HALDANE CONDEMNS THE FOH PROPOSALS
WE CALL FOR SUPPORT OF ORGANISED NON-PARTICIPATION IN ALL PILOT COURTS
The Haldane Society condemns the (In)Flexible Operating Hours Proposals (“FOH”) for criminal and civil courts in England and Wales. We refuse to allow 6 months for the pilot scheme to wreak havoc on those most vulnerable at the Bar and those working in criminal firms or working as court support staff.
What is it?
The FOH pilot scheme seeks to extend court sitting hours, operating a shift system in some courts. Pilot schemes will operate for 6 months, beginning in September/October 2017. The proposed pilot courts are Newcastle and Blackfriars Crown Courts, Sheffield and Highbury Corner magistrates' courts, Brentford County Court, and Manchester Civil Justice Centre. Crown Courts will sit from 9am, with a second shift from 2pm to 6pm. Civil courts will sit until 7pm and magistrates’ courts until 8.30pm.
Why We Oppose FOH
Criticisms of the scheme have been raised by the Bar Council, the Law Society, the Criminal Bar Association and the Criminal Law Solicitors Association amongst others. Chairman of the Bar, Andrew Langdon QC, has noted that working the proposed hours would be 'almost impossible' for those with childcare responsibilities. As these duties continue to fall disproportionately on women, female members of the Bar are likely to see the biggest impact on their practice.

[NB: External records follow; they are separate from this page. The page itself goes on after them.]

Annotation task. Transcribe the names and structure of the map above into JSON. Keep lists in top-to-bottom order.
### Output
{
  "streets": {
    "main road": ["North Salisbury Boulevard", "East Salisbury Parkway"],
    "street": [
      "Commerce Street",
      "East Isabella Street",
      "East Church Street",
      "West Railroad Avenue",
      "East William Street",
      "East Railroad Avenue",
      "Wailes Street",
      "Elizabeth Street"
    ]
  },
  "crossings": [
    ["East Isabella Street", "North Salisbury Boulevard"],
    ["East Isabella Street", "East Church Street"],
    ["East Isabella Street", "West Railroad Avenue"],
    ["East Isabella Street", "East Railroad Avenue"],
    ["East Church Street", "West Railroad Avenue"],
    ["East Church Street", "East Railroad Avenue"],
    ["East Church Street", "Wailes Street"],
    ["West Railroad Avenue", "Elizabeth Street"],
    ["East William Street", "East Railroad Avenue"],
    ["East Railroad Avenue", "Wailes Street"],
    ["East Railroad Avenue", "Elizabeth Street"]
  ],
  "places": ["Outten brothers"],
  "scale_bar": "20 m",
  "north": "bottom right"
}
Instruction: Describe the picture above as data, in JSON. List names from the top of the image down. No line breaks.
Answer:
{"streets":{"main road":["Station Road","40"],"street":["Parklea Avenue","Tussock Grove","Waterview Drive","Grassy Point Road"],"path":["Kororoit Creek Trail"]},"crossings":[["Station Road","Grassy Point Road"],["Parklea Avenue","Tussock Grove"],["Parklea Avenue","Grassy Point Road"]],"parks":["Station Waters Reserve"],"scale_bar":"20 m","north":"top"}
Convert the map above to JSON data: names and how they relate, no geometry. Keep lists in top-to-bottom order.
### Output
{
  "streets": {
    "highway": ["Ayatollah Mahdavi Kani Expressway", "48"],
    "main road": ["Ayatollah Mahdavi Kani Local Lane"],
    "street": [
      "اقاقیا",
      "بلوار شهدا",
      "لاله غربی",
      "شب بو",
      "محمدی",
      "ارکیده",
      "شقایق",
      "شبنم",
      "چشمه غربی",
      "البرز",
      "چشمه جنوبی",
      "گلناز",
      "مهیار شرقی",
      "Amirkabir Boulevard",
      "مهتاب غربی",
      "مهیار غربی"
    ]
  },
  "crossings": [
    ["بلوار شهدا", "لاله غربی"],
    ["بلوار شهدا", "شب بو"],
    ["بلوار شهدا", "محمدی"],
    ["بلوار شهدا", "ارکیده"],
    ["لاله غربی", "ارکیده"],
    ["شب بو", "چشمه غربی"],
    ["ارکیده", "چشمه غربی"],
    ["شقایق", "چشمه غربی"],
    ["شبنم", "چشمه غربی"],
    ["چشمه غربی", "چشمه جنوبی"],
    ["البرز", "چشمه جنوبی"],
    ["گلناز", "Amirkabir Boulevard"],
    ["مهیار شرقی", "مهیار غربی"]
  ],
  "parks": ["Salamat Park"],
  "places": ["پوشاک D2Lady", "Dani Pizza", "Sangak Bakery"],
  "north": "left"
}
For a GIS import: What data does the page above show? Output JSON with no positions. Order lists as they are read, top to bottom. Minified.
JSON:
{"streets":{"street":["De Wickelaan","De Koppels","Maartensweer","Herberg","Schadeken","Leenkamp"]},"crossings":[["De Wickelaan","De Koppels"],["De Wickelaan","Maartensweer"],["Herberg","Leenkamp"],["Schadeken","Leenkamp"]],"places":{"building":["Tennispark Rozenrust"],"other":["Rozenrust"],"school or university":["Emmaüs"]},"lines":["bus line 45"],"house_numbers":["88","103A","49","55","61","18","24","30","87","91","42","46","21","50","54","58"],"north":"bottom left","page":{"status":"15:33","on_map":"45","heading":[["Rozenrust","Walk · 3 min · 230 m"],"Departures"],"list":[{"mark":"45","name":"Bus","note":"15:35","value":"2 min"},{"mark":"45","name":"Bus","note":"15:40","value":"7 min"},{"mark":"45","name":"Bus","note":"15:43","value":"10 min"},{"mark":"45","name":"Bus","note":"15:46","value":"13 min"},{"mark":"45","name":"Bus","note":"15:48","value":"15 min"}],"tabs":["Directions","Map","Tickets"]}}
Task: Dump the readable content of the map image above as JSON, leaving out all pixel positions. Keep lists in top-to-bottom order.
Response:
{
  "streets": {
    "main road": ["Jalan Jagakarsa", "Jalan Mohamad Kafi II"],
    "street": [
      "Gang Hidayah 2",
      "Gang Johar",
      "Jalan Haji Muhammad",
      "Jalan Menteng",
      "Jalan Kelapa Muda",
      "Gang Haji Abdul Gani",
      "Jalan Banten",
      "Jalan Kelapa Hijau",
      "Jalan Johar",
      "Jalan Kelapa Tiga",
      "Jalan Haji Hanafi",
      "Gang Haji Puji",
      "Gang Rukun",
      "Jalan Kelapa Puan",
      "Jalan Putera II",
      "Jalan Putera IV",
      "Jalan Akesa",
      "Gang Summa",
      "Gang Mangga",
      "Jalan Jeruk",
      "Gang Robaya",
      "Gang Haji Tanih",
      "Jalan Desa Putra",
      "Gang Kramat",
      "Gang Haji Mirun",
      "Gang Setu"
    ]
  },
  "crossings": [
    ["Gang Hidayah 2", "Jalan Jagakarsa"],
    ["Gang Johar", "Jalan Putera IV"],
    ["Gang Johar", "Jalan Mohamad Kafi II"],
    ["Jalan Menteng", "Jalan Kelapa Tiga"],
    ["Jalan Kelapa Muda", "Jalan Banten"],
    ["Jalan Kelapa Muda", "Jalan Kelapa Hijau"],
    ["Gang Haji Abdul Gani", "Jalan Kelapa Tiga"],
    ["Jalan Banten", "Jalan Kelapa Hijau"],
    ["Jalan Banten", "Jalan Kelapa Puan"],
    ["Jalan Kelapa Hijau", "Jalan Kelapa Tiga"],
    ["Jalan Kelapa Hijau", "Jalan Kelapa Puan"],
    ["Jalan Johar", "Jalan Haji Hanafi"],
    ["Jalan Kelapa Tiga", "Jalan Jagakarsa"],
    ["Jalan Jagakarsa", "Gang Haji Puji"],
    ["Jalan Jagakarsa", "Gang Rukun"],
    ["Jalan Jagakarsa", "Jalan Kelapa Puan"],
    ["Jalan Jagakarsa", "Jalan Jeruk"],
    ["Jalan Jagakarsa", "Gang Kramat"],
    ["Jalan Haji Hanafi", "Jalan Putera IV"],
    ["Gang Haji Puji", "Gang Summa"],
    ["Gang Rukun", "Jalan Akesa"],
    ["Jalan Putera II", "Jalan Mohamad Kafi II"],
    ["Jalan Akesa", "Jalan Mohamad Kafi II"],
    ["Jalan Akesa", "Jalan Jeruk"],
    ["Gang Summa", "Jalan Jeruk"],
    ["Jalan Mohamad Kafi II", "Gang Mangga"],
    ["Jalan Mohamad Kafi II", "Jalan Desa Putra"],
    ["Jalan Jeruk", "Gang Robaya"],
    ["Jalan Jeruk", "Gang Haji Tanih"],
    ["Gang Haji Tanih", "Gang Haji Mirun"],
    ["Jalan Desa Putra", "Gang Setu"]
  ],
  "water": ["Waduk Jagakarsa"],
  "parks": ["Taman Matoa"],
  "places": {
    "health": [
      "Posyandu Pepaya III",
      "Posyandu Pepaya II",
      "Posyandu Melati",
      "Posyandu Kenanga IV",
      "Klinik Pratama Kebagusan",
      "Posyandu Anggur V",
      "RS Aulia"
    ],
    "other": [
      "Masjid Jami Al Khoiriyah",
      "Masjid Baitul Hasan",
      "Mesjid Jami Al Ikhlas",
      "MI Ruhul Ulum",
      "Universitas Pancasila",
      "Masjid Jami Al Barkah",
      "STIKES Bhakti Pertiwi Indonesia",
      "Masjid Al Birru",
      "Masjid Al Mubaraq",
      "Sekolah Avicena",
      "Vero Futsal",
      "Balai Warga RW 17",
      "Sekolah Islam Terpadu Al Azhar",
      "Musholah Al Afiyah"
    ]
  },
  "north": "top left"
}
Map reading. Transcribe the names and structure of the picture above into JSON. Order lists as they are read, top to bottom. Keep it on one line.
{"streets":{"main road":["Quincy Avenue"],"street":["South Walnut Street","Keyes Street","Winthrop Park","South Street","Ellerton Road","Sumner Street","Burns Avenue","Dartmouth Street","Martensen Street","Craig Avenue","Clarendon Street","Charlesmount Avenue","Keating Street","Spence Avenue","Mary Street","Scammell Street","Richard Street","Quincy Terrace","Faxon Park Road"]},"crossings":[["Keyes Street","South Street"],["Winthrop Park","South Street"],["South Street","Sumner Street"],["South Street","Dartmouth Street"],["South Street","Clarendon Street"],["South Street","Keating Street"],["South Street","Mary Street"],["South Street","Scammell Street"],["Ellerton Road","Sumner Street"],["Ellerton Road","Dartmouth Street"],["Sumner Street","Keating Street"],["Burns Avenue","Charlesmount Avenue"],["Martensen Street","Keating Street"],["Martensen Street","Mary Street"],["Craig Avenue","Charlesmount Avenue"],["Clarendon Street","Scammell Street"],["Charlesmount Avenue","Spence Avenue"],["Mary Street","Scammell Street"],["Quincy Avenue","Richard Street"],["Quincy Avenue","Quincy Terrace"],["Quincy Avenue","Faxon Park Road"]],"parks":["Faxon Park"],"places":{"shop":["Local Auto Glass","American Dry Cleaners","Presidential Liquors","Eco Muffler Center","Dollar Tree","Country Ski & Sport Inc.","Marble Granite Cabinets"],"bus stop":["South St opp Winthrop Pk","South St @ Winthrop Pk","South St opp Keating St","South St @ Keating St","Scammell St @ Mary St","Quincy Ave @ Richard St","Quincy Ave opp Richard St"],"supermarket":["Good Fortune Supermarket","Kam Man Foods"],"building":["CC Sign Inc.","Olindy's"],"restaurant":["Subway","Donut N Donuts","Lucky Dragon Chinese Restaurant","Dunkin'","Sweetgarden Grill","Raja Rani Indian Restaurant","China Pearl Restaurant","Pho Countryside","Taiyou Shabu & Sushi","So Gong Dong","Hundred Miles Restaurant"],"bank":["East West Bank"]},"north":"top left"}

This is a backward step in terms of diversity and equality of access. It is an accepted fact that retention of women and ethnic minority lawyers at the Bar is unacceptably low, a position rendered more bleak by the impact of this scheme.
These proposals will increase the already excessive financial pressure on criminal firms, particularly small practices. Many junior barristers are already warning of the likelihood that they will be forced to leave the Bar should the proposals come into force. It has been argued that the scheme is only a pilot and so should be allowed to proceed. –However, the risks of the pilot can be seen at the outset and are so harmful that the pilot cannot realistically begin: 6 months of an attack on diversity is 6 months too many, and is an attack from which some people’s practices may not recover.
The impact will be felt long before the pilot scheme concludes. The likely long-term results are further closures of firms and more criminal barristers leaving the Bar. The problems will be particularly stark for those with children, caring responsibilities and without family support - precisely the practitioners for whom the Bar should be increasing its support.
There is a mental health crisis at the Bar, arising in large part from poor pay and poor working conditions many barristers face. For women and ethnic minorities, proposals for well-being and mental health support are futile in a working environment that renders it impossible to maintain a practice. Work-life balance is a concept unfamiliar to most barristers. The improbability of being able to prepare cases when sitting late, beginning early and caring for others is a further step in the wrong direction.
Support for Action
The Bar Council Protocol for Court Sitting Hours recommends a basic structure of sitting hours between 10am and 4.30pm, save for emergency hearings, long cases, or in particular circumstances with no less than 24 hours’ notice. Whilst there is much work to be done beyond these proposals, Haldane supports this structure as an initial step towards enabling genuine diversity and equal access at the Bar.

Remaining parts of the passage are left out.